Thieves caused about $3,000 in damage by stripping electrical wiring from around the Dunlap Coke Ovens Museum. Officials believe the thefts occurred in the past few weeks.
The historical society didn’t have theft insurance to cover the damage, Mr. Camp said.
The museum is located in a full-size replica of a coal company commissary where miners shopped.
Rock structures called beehive coke ovens honeycomb the land around the museum. Miners used the ovens to convert coal into coke, a charcoal substance used in steel and iron forging.
The vandalism occurred along a trail behind the museum.
Lights that illuminate the path leading to an amphitheater were gutted of copper wire, and the main electrical box at the amphitheater was stripped. Another electrical box was stolen.
The amphitheater hosts a bluegrass festival each summer, which Mr. Camp said is the historical society’s financial backbone. He said the June concert nets about $6,000 and provides 90 percent of the museum’s funding.
“Unless we have an exceptional festival, we’ll spend all of our money trying to protect what we’ve got,” Mr.
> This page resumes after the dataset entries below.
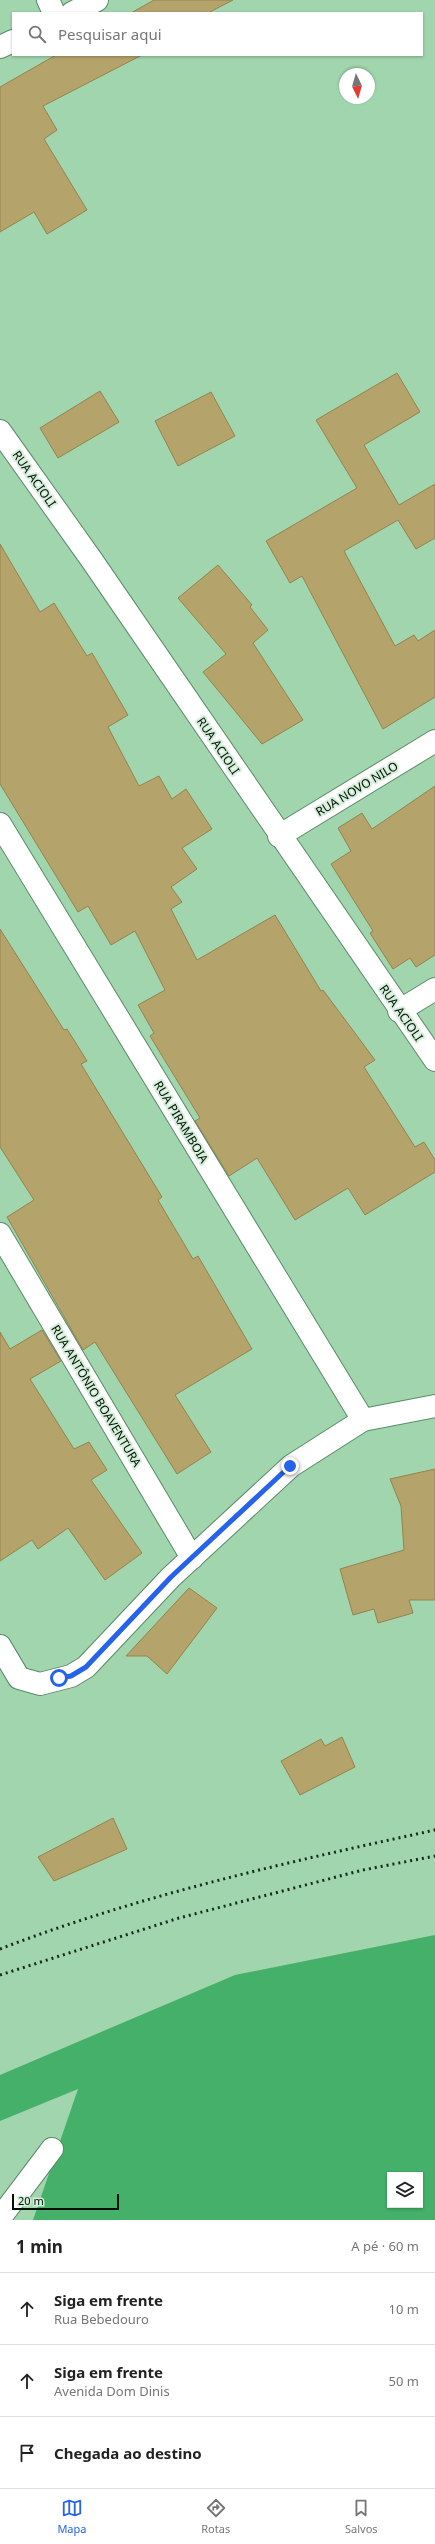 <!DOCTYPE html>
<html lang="pt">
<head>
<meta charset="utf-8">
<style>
	body { margin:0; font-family:"Noto Sans",sans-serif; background:#f6f6f6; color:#222 }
	.controls { position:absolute; right:12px; bottom:12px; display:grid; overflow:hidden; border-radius:0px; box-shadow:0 1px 3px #0004 }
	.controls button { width:36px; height:36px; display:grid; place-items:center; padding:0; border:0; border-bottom:1px solid #e0e0e0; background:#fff; color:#222; font:20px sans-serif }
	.compass { position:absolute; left:339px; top:68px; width:36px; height:36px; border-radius:50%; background:#fff; box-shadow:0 1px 3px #0004; rotate:175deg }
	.scale { position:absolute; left:12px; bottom:10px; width:107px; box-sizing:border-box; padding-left:4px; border:2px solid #001004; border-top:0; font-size:11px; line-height:14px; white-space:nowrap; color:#001004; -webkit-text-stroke:3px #d5eeda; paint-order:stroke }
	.stop { position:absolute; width:12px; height:12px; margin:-9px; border:3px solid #2563eb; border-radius:50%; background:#fff }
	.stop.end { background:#2563eb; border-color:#fff; box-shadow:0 1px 4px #0008 }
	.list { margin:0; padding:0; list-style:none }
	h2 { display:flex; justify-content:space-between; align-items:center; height:52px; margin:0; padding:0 16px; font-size:17px }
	h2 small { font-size:13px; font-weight:400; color:#767676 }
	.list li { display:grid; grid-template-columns:26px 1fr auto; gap:12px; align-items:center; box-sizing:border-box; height:72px; padding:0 16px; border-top:1px solid #e0e0e0 }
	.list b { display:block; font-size:15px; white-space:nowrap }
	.list p { margin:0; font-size:13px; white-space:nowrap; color:#767676 }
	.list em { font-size:13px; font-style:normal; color:#767676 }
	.icon { flex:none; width:22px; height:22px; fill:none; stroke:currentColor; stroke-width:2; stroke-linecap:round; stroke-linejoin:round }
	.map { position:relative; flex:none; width:435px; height:2220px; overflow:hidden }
	.search { position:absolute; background:#fff; box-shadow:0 1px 3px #0004; left:12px; right:12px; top:12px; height:44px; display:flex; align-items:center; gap:10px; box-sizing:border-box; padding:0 14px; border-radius:0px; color:#767676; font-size:15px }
	.sheet { height:268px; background:#fff }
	nav { display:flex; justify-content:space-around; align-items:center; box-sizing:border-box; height:56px; border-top:1px solid #e0e0e0; background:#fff; font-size:11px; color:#767676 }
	nav a { display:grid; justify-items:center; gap:2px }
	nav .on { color:#2563eb }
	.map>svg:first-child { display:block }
	.green { fill:#44b069; fill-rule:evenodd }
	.building { fill:#b5a36c; stroke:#95834d }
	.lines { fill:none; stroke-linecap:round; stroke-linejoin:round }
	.street-casing { stroke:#5b8b67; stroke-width:24 }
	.street { stroke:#fff; stroke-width:22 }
	.rail { stroke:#162b1b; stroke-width:3; stroke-dasharray:2 4; stroke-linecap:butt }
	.route { stroke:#2563eb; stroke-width:5 }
	.labels { text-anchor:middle; stroke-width:4; stroke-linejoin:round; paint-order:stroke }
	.street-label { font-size:12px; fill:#001004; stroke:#d5eeda }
</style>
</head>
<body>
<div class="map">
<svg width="435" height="2220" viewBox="0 0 435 2220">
	<rect width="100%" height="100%" fill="#a1d5ae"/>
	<!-- green -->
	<path class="green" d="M435,1935V2220H33L78,2089L0,2121V2075L235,1975ZM390,2175H420V2205H390Z"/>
	<!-- building -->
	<g class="building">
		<polygon points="154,0 233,0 208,13 131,13"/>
		<polygon points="56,55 142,55 43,106 57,130 44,139 87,210 47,234 34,212 0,232 0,87"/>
		<polygon points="397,373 420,412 364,445 399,505 435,484 435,538 416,549 398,520 344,551 395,646 414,635 418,641 435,630 435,697 383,729 302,576 290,583 266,541 357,488 316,420"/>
		<polygon points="100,391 119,422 58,458 40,428"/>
		<polygon points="211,392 235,436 178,466 155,421"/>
		<polygon points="0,544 40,612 54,603 87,656 92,653 128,715 108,727 139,786 159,776 172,799 186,789 212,829 182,848 197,869 171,887 182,902 171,909 197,960 275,915 321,991 323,990 375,1060 364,1067 415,1147 424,1142 435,1160 435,1172 365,1215 348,1188 295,1220 257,1158 229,1176 195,1121 200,1118 150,1036 154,1033 138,1005 165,990 135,931 111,945 88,906 78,912 0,784"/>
		<polygon points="218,565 252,605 250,607 268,630 253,643 303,720 262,744 203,672 226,654 178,598"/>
		<polygon points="435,786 435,955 416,967 410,958 393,969 370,933 373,931 331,864 351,851 338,828 362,813 372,829"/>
		<polygon points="0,929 64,1030 67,1029 87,1061 81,1064 162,1197 158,1200 193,1259 198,1256 252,1349 175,1395 211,1452 177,1474 95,1342 83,1350 7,1217 34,1200 0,1147"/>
		<polygon points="42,1330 61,1361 30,1379 74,1449 89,1442 107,1470 91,1480 142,1553 105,1580 68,1528 38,1549 32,1540 0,1561 0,1332 10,1349"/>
		<polygon points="435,1469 435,1600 409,1600 413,1613 378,1623 374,1609 353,1615 340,1569 404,1550 401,1506 390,1479"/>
		<polygon points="189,1588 217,1608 167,1674 147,1656 126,1656"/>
		<polygon points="342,1737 355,1767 300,1795 281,1761 321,1739 325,1746"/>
		<polygon points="113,1818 127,1849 54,1881 38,1857"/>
	</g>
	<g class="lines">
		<!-- street casing -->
		<g class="street-casing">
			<g id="street">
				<polyline points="48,0 54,13"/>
				<polyline points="72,13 97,0"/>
				<polyline points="0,47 13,41"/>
				<polyline points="0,431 91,559 435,1060"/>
				<polyline points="0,824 363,1420"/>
				<polyline points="279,836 435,741"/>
				<polyline points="399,1011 435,989"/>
				<polyline points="0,1234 192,1558"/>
				<polyline points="0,1646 19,1678 40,1684 71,1676 86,1667 171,1577 291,1466 363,1420 435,1406"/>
				<polyline points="0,2218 52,2149"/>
			</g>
		</g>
		<!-- street -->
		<use href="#street" class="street"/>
		<!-- rail -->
		<g class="rail">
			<path d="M0,1949C140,1895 288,1862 435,1830"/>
			<polyline points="0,1975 179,1918 363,1870 435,1856"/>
		</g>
	</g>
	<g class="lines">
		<!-- route -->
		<polyline class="route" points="59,1678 71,1676 86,1667 171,1577 290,1466"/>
	</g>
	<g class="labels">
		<!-- street labels -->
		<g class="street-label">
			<text transform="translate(34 479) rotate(55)" y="4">RUA ACIOLI</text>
			<text transform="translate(218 746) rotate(56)" y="4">RUA ACIOLI</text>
			<text transform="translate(357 789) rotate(-31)" y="4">RUA NOVO NILO</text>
			<text transform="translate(401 1013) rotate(55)" y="4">RUA ACIOLI</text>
			<text transform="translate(181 1122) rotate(59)" y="4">RUA PIRAMBOIA</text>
			<text transform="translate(96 1396) rotate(59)" y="4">RUA ANTÔNIO BOAVENTURA</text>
		</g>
	</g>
</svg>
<div class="controls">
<button><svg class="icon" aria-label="layers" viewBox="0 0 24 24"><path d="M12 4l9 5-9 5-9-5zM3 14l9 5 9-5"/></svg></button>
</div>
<svg class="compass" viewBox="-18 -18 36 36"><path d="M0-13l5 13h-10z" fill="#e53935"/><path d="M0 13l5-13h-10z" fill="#767676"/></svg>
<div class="scale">20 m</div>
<div class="stop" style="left:59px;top:1678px"></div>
<div class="stop end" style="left:290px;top:1466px"></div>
<div class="search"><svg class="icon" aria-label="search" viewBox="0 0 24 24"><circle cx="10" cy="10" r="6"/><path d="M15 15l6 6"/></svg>Pesquisar aqui</div>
</div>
<section class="sheet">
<h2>1 min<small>A pé · 60 m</small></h2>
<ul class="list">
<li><svg class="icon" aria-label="ahead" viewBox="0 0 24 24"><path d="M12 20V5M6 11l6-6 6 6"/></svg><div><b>Siga em frente</b><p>Rua Bebedouro</p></div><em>10 m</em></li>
<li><svg class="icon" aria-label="ahead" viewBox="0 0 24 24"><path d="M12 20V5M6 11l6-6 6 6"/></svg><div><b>Siga em frente</b><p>Avenida Dom Dinis</p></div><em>50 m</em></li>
<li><svg class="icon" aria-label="arrive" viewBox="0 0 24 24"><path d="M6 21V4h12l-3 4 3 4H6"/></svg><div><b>Chegada ao destino</b></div></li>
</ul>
</section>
<nav>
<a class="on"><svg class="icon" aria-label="map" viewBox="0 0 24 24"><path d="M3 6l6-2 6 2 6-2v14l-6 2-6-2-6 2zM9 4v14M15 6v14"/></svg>Mapa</a>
<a><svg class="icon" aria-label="directions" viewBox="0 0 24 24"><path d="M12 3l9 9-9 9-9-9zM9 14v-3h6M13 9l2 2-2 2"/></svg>Rotas</a>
<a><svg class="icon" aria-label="saved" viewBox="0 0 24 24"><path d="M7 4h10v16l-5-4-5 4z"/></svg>Salvos</a>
</nav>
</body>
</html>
Camp said.
The historical society spent $2,000 to put eight infrared cameras on the museum property after the copper thefts.
“We want people to know that if you are up here and don’t want to be on camera, this probably isn’t a place for you,” Mr. Camp said.
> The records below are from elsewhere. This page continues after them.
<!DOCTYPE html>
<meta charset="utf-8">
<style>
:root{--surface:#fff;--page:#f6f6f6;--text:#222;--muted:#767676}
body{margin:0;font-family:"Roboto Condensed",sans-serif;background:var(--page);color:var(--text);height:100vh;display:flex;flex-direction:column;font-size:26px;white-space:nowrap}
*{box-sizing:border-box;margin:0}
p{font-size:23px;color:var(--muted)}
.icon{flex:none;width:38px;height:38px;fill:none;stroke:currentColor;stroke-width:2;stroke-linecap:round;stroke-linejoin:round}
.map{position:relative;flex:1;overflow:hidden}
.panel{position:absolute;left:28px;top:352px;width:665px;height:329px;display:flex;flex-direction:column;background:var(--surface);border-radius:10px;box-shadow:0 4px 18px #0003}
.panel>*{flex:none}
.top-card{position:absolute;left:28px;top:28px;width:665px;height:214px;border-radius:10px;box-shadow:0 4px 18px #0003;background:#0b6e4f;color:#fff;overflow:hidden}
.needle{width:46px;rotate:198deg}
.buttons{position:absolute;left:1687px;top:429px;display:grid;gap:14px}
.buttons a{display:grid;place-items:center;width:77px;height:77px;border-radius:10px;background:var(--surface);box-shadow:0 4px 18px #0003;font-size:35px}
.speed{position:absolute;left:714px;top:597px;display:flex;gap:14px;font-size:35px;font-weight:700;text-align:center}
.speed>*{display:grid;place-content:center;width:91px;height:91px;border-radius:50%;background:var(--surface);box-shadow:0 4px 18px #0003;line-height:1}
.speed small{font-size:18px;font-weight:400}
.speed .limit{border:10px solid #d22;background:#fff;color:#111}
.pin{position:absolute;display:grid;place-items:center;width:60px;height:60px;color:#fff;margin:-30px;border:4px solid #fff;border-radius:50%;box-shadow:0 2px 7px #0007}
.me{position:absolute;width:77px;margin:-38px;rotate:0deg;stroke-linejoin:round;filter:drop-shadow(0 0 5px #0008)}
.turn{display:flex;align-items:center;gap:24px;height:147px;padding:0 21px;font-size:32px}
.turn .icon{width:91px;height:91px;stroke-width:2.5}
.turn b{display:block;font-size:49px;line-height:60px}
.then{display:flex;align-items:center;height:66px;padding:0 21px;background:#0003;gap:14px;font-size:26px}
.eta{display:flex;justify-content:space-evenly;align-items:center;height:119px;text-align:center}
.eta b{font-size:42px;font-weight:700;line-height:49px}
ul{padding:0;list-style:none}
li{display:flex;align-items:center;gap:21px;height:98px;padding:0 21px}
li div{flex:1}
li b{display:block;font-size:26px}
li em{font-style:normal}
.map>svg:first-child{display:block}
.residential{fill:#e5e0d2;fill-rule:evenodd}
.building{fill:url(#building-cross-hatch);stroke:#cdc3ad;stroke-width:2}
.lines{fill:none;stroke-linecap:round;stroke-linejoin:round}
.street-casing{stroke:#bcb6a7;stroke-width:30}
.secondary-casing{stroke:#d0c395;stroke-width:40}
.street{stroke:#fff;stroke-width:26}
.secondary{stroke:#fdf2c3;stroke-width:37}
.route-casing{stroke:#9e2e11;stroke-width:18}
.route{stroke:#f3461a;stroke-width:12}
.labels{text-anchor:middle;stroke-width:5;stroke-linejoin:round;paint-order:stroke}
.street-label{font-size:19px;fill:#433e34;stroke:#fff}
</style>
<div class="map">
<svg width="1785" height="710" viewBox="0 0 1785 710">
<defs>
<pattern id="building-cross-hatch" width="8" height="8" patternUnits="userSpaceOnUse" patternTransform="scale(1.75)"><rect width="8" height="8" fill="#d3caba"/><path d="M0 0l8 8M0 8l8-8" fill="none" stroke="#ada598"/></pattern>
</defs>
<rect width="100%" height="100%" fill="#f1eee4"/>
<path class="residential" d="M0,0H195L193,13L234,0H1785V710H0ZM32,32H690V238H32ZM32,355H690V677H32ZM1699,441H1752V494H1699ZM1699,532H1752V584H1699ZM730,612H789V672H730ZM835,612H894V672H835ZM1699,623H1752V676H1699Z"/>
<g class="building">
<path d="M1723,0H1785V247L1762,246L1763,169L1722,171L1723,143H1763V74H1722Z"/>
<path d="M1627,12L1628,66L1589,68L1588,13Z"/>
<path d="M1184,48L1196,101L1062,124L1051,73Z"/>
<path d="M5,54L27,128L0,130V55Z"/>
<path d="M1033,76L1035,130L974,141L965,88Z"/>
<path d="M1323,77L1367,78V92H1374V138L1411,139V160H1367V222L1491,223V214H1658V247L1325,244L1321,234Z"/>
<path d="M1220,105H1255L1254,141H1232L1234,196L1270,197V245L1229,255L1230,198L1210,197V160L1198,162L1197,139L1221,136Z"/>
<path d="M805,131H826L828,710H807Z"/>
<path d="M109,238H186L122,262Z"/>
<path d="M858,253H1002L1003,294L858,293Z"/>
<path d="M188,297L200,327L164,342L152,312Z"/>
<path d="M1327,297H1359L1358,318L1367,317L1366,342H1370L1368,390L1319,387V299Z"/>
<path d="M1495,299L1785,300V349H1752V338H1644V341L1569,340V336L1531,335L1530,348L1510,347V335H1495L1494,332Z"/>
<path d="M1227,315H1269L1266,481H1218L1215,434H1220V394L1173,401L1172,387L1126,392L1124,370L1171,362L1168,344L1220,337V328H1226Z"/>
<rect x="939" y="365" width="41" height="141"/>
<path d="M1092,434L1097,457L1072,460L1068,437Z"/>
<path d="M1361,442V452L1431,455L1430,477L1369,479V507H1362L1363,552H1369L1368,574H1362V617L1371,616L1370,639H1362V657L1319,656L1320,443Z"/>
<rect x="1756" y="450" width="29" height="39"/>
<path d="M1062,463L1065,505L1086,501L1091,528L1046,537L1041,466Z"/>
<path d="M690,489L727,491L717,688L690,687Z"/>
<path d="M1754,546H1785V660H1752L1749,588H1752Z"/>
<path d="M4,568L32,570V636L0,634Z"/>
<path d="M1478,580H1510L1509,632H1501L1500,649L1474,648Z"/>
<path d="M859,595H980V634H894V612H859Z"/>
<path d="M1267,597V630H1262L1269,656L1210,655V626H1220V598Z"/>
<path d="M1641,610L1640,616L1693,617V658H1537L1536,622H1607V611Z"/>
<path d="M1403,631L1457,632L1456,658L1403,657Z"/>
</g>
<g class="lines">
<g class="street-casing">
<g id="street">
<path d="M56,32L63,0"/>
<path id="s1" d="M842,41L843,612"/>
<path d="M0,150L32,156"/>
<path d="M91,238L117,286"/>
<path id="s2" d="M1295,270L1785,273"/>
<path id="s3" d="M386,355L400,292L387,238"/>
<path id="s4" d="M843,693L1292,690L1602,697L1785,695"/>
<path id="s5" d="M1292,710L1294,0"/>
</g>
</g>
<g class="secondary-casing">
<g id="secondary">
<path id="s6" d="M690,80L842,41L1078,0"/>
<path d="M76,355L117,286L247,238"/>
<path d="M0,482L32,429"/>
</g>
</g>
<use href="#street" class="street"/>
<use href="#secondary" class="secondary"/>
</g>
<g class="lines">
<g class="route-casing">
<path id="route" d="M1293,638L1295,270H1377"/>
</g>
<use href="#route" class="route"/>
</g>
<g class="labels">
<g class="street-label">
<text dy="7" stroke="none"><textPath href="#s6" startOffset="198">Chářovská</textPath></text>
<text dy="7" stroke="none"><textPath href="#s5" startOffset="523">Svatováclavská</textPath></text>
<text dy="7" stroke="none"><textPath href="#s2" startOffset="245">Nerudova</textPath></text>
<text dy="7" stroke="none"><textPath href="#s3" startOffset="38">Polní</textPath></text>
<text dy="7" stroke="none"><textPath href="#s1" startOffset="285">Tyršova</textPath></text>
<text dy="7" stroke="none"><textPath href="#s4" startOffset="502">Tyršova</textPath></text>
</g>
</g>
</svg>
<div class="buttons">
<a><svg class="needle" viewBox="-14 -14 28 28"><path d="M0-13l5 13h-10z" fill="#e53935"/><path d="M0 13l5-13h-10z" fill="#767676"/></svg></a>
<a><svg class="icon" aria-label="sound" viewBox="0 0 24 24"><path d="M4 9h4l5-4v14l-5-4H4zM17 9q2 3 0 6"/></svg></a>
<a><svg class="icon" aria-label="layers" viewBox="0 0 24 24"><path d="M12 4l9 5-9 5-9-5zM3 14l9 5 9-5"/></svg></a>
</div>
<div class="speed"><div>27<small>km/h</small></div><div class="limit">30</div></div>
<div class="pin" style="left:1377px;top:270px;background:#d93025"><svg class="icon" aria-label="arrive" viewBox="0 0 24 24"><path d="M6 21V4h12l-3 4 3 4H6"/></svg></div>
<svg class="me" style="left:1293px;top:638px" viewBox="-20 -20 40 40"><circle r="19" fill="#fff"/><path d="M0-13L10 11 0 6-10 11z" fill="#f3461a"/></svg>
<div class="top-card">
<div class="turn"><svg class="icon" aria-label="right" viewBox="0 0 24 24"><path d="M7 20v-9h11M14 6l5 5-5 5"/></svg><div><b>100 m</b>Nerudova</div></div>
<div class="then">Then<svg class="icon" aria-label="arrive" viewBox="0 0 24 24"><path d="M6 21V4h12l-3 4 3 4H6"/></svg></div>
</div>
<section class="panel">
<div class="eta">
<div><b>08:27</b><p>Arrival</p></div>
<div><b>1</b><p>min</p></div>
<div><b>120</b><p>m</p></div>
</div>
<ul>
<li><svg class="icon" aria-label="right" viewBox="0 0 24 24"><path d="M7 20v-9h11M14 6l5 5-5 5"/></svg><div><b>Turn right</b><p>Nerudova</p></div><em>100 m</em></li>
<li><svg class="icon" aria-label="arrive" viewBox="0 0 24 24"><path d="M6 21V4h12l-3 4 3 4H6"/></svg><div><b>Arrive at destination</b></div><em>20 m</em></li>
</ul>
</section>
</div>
Dunlap Police Chief Clint Huth said his department “has some good leads” in the museum vandalism case. He said metal thefts are an issue for all police departments.
“Copper is up and down. It comes in spurts,” Chief Huth said.
Tennessee lawmakers have taken aim at the thefts spurred by rising metal prices.
A bill awaiting the governor’s signature would require scrap metal dealers to register with the Department of Commerce. Customers would have to provide photo identification and a thumbprint before they could sell metal.
The measures will go into effect Oct. 1, and some scrap metal recyclers have expressed concern.
Tracy McDaniel, owner of Dunlap Recycling, understands both sides of the issue.
She said the new laws will burden scrap dealers who already struggle with detecting stolen metal. Copper wire, which sells for about $3 a pound, is usually melted and changed from its original form before being recycled, Mrs. McDaniel said.
But as a member of the Sequatchie Valley Historical Association, she is sympathetic to victims of metal theft such as the Coke Ovens Museum.
“It should not be illegal to recycle,” Mrs. McDaniel said. “I don’t know what the answer is, other than guarding your stuff.”